In this article from the News and Observer quoting the Times, we find that MRI scans indicate that when a favored candidate is criticized, the process goes emotive and unconscious, and “the brain’s pleasure centers flare up when unwelcome information is being rejected.” Most cognition uses rationality to deal with contradictions, but evidently not when politics is involved. The study at Emory indicates that both political affiliations judged the other candidate harshly, but let their own skate by, even when their candidate contradicted their own positions. When they read the contradiction,
… researchers measured increased activity in several areas of the brain: a region involved in regulating negative emotions and another that activates when the brain makes judgments about forgiveness, among other things. Also, a spike appeared in several areas known to be active when people feel relieved or rewarded. The “cold reasoning” regions of the cortex were relatively quiet.
Researchers have long known that political decisions are strongly influenced by unconscious emotional reactions. But the new research suggests that for partisans, political thinking is often predominantly emotional.
It is possible to override these biases, Westen said, “but you have to engage in ruthless self-reflection, to say, ‘All right, I know what I want to believe, but I have to be honest.’”
This may be one of the best scientific arguments for a third party that we’ll ever have. That way we couldn’t flip into automatic unconscious binary polarization.
Not just political thought
Submitted by m on Tue, 02/21/2006 – 12:53pm.
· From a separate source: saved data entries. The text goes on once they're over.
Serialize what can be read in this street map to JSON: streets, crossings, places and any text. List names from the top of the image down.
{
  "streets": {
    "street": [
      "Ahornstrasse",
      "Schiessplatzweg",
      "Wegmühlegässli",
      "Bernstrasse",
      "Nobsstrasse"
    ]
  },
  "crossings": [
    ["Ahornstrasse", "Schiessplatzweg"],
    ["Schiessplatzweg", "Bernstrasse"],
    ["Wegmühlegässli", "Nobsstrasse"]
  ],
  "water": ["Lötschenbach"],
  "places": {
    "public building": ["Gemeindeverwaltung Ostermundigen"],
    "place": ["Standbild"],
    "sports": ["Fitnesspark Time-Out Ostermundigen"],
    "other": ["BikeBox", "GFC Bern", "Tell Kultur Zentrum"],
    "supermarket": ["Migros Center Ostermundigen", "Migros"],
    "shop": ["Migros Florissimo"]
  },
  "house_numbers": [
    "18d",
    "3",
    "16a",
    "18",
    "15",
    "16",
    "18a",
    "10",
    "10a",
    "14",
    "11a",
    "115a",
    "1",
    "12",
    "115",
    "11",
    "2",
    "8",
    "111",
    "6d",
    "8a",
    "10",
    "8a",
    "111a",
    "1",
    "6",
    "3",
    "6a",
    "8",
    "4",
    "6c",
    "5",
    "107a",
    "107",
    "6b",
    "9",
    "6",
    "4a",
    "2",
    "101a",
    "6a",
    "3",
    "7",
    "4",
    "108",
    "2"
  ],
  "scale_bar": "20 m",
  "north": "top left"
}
Deep seated life views are the basis for our opinions, perceptions and judgments. Logic and reason are used to justify the results and consequences of the lower based reactions, not to create new results.
That such emotional and reflexive reactions make up the overwhelming majority of our choices and opinions is proved daily by the efficacy of marketing processes. And more strikingly by political history, wherein great masses of individuals have been persuaded to sacrifice, suffer and even die for movements that were completely antithetical to their immediate or larger interests.
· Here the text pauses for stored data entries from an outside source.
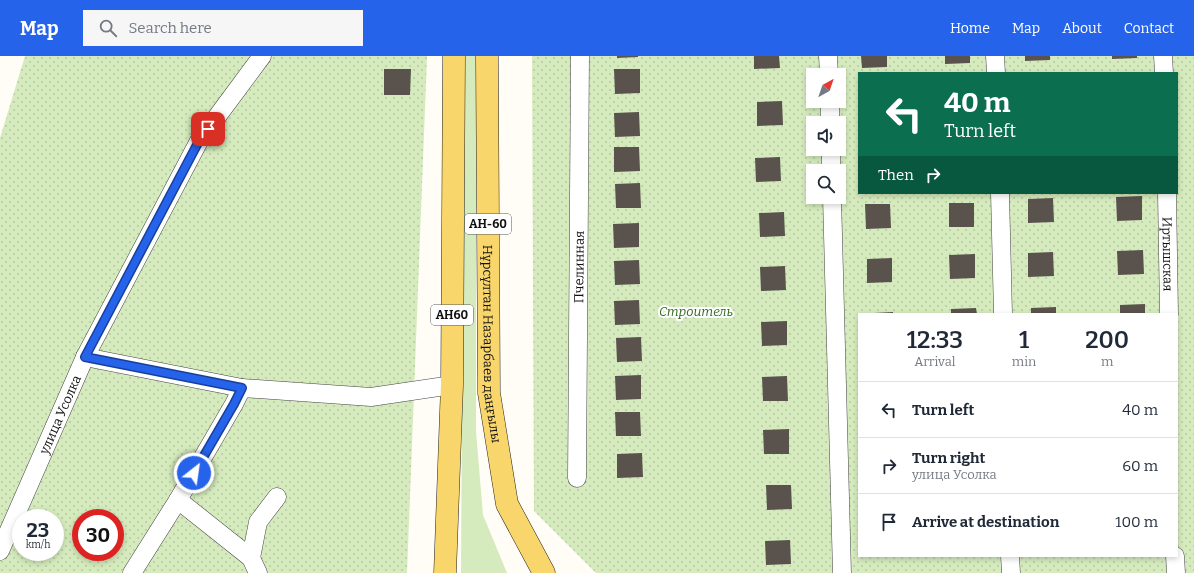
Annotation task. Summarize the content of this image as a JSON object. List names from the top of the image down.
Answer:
{
  "streets": {
    "main road": ["АН-60", "АН60", "Нұрсұлтан Назарбаев даңғылы"],
    "street": ["Иртышская", "Пчелинная", "улица Усолка"]
  },
  "parks": ["Строитель"],
  "north": "top right",
  "page": {
    "header": "Map",
    "search": "Search here",
    "nav": [
      "Home",
      "Map",
      "About",
      "Contact"
    ],
    "turn": ["40 m", "Turn left"],
    "then": "Then",
    "eta": [
      "12:33",
      "Arrival",
      "1",
      "min",
      "200",
      "m"
    ],
    "list": [
      {
        "name": "Turn left",
        "value": "40 m"
      },
      {
        "name": "Turn right",
        "note": "улица Усолка",
        "value": "60 m"
      },
      {
        "name": "Arrive at destination",
        "value": "100 m"
      }
    ],
    "speed": "23 km/h",
    "limit": "30"
  }
}
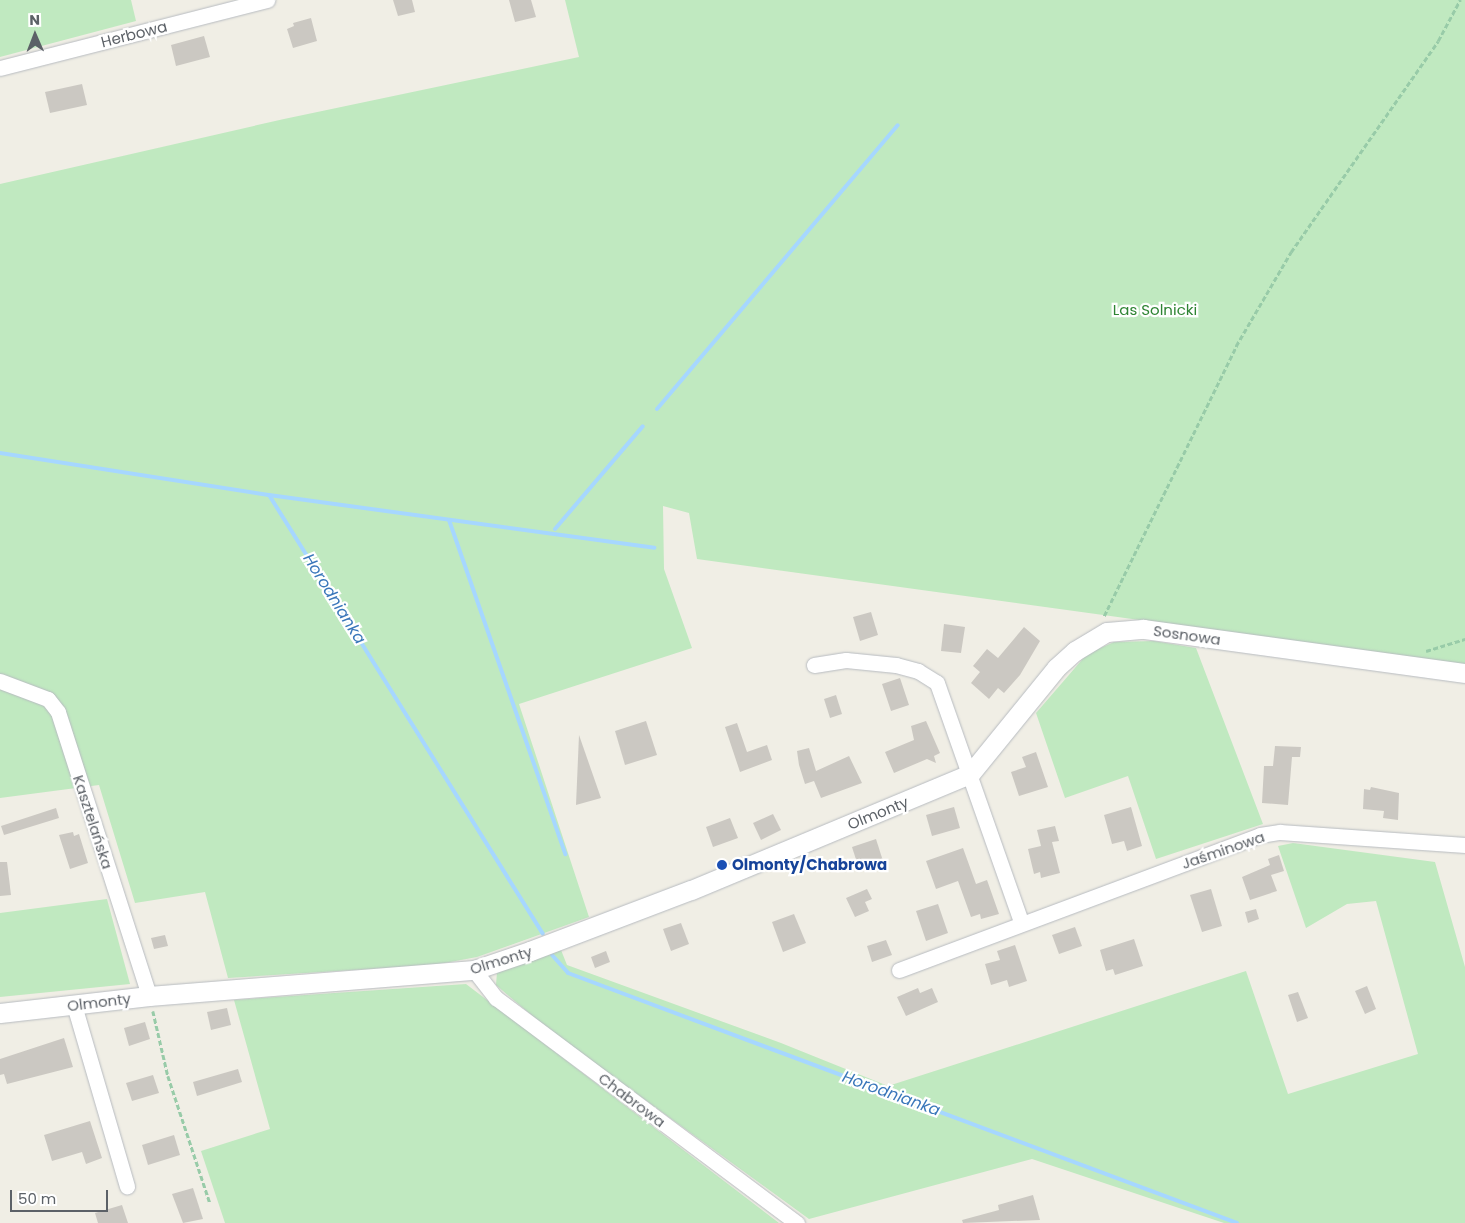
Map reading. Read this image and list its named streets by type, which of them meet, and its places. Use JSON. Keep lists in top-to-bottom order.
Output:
{
  "streets": {
    "street": [
      "Herbowa",
      "Sosnowa",
      "Olmonty",
      "Kasztelańska",
      "Jaśminowa",
      "Chabrowa"
    ]
  },
  "crossings": [
    ["Sosnowa", "Olmonty"],
    ["Olmonty", "Kasztelańska"],
    ["Olmonty", "Chabrowa"]
  ],
  "water": ["Horodnianka"],
  "parks": ["Las Solnicki"],
  "places": ["Olmonty/Chabrowa"],
  "scale_bar": "50 m",
  "north": "top"
}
Those properly trained in the hard sciences know full well how difficult it is to divorce one self from conscious or unconscious preconceived ideas or “desired” outcomes in project design, making observations, selecting data or applicable analytical tests, and of course in interpretation. I use the hard sciences as an example, not to diminish any other area of endeavor, but only because these areas provide the simplest, easiest, and possibly least such influenced areas of study.
The process of changing the inner core is not an easy one. “I wasn’t raised that way” is more often a justification for not thinking, than it is for ethical behavior. Such changes are a major goal of institutions of higher education. Often to the dismay of the parents of the student.
Simply perceiving issues in ones own character or personality is one of great difficulty. Changing acquired habits is beyond the reach of large segments of the population. Intentionally modifying inner core values is ferociously difficult. This probably has strong survival value, even though it contravenes our preferred view of ourselves.
“Re-examine all that you have been told . . . dismiss that which insults your soul.”
— Walt Whitman
When all think alike, then no one is thinking.”
— Walter Lippman
“The most dangerous man to any government is the man who is able to think things out… without regard to the prevailing superstitions and taboos. Almost inevitably he comes to the conclusion that the government he lives under is dishonest, insane, intolerable.”